Ein Seemann hatte 1876 einem Mädchen einen Sämling eines australischen Moreton Bay Fig Tree geschenkt, den es in der 201 State Street eingepflanzt hatte. Nachdem das Mädchen ein Jahr später weggezogen war, hatte ihre Freundin den Baum an der Ecke der Strassen Montecito und Chapala gepflanzt. Das Grundstück war nur wenige Blocks vom Meer entfernt und hatte der Southern Pacific Transportation gehört. Der Baum war 1970 offiziell als historisches Wahrzeichen ausgewiesen worden und sechs Jahre später an die Stadt Santa Barbara übertragen worden. Die Wurzeln werden durch eine Kettenbarriere in der Grösse des Kronendachs geschützt, das einen Durchmesser von über 50 Meter aufweist.

Als wir beim Moreton Bay Fig Tree ankamen, war der Baum abgezäunt. Ausgerechnet jetzt war dort eine Baustelle. Das Ausmass des Baumes war trotzdem zu erkennen, nur war er nicht so fotogen, wie ich es mir gewünscht hätte. Er hing über und über voller Feigen. Was wohl mit den Früchten gemacht wird?

relaxen und schlemmen, das hatten wir uns verdient

Wir fuhren kreuz und quer durch Santa Barbara und schauten uns die hübschen Häuser vom Auto aus an. Inzwischen schien die Sonne in voller Pracht. In einem Whole Food Market kauften wir Sushi und kehrten ins Hotel zurück. Dort schmissen wir uns in Badesachen, setzten uns an den Pool und assen das gekaufte Sushi. Wir waren die einzigen Gäste, später gesellte sich eine Mutter mit einem zuckersüssen kleinen Jungen hinzu. Der Kleine schwamm stets zu uns und bot uns eine kleine Show. Die Mutter wollte ihn erst zurückrufen, aber als sie merkte, dass er uns alles andere als störte, grinste sie bloss ab seinen Kapriolen.

Am späteren Nachmittag kamen immer mehr Gäste an den Pool. Es war herrlich, wir genossen die gute Laune und die entspannte Atmosphäre. Als die Sonne hinter den Häusern verschwand, wurde es kühl. Es wurde Zeit, uns fürs Abendessen frisch zu machen.

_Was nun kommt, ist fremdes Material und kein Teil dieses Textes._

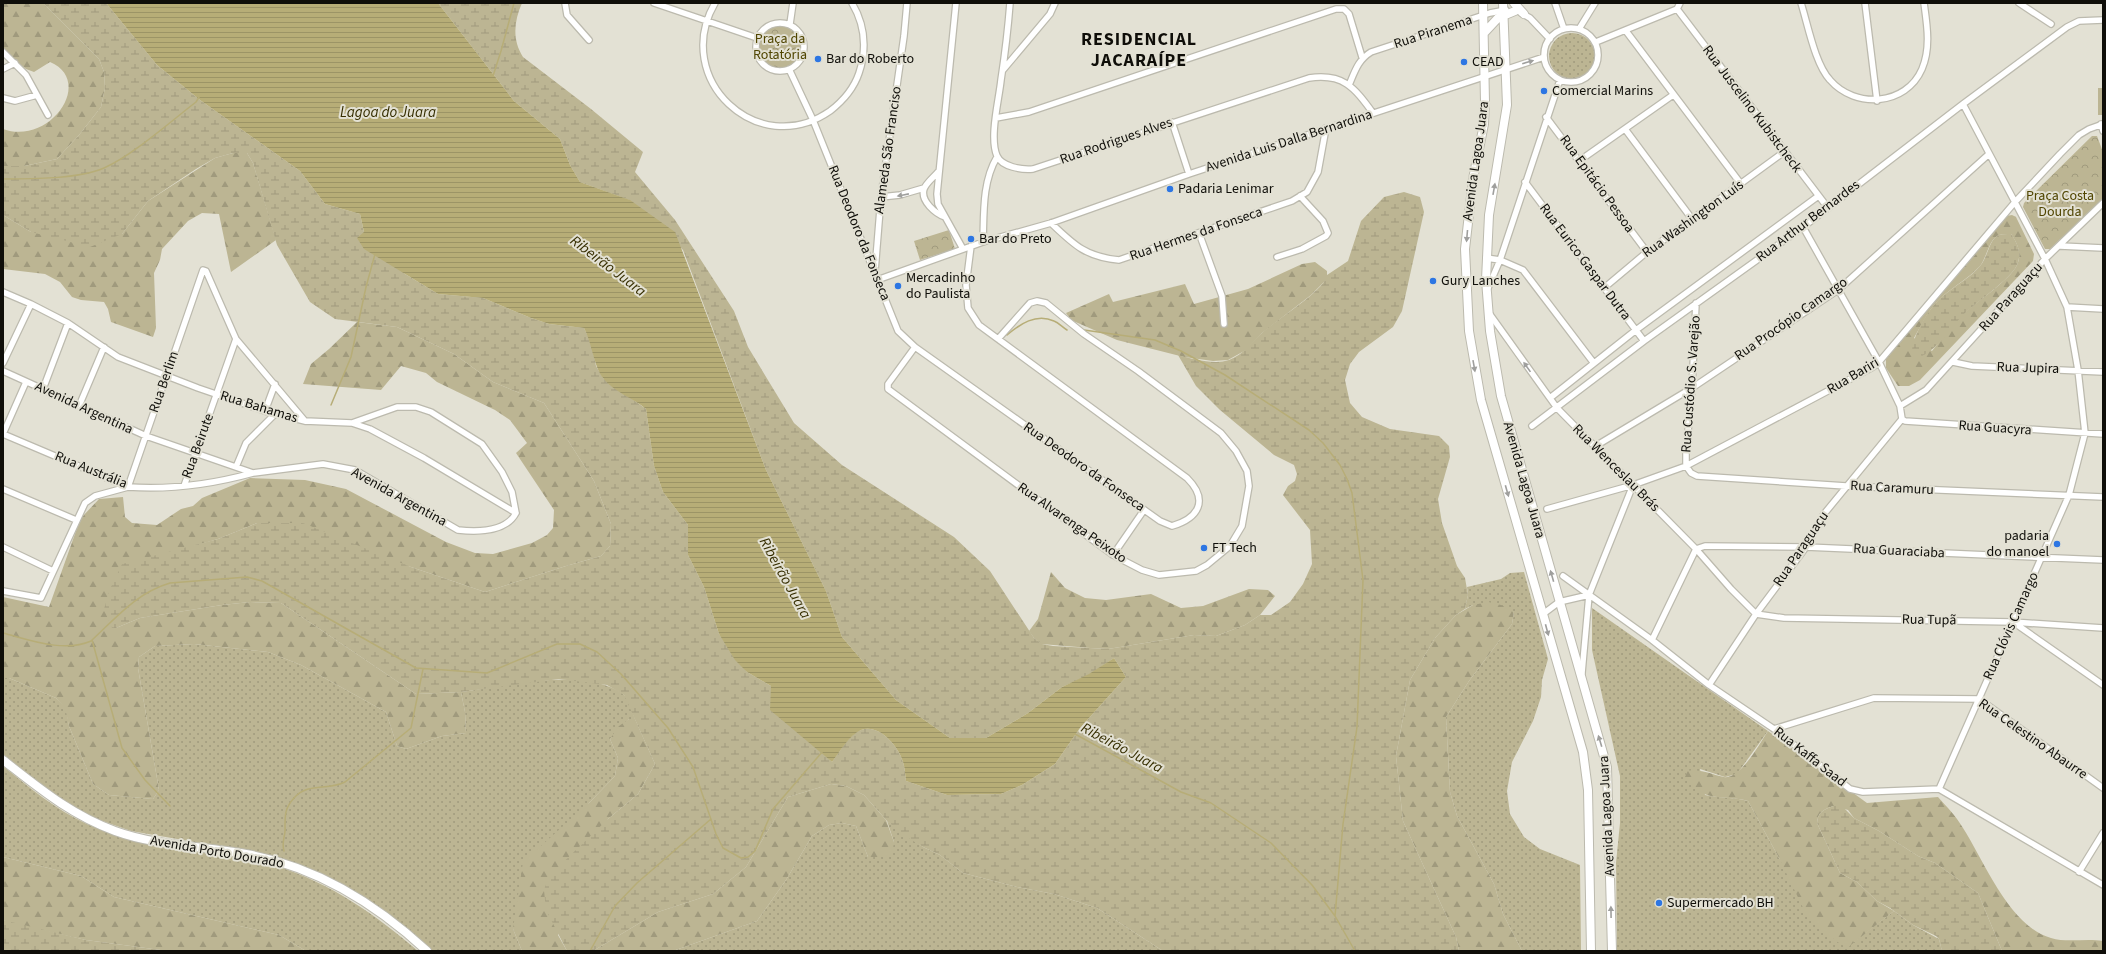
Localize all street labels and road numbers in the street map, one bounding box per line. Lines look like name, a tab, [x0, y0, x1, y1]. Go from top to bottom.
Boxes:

Wir fuhren zur Stearns Wharf und gingen nach einem Spaziergang auf dem Steg ins Moby Dick Restaurant. Eine junge Kellnerin, die ihren ersten Tag hatte, bediente uns. Ich bestellte Linguine mit Seafood, worauf sie meinte, dass das ihr Favorit sei. Reiner wählte den Seabass. Das sei aber ein ganzer Fisch, was genau das war, was Reiner haben wollte. Zur Feier des Tages bestellten wir uns eine Flasche American Champagner. Ich hatte zwar gedacht, dass der Name «Champagner» geschützt sei, aber das war egal. Die Kellnerin war mit der Flasche überfordert und holte sich Rat bei der Chefin, die sie stets im Auge behielt. Während die junge Frau sehr ungeschickt die Gläser füllte, fragte sie, ob das unser Lieblingswein sei. Sie war so charmant und süss, dass wir ihr jeden Fehler verziehen.

Der Fisch war perfekt gebraten und sah so gut aus, dass rund um uns herum auch der Wolfsbarsch bestellt wurde, bis er ausverkauft war und hinter uns ein Gast enttäuscht etwas anderes ordern musste. Wir hatten einen Platz am Fenster auf das Meer hinaus und konnten sehen, wie die Sonne immer weiter Richtung Horizont wanderte. Den Sonnenuntergang beobachteten wir anschliessend auf dem Steg der Stearns Wharf neben Fischern, Einheimischen und Touristen. Es war ein wunderbarer Anblick und ein würdiger Abschluss für eine wundervolle Reise.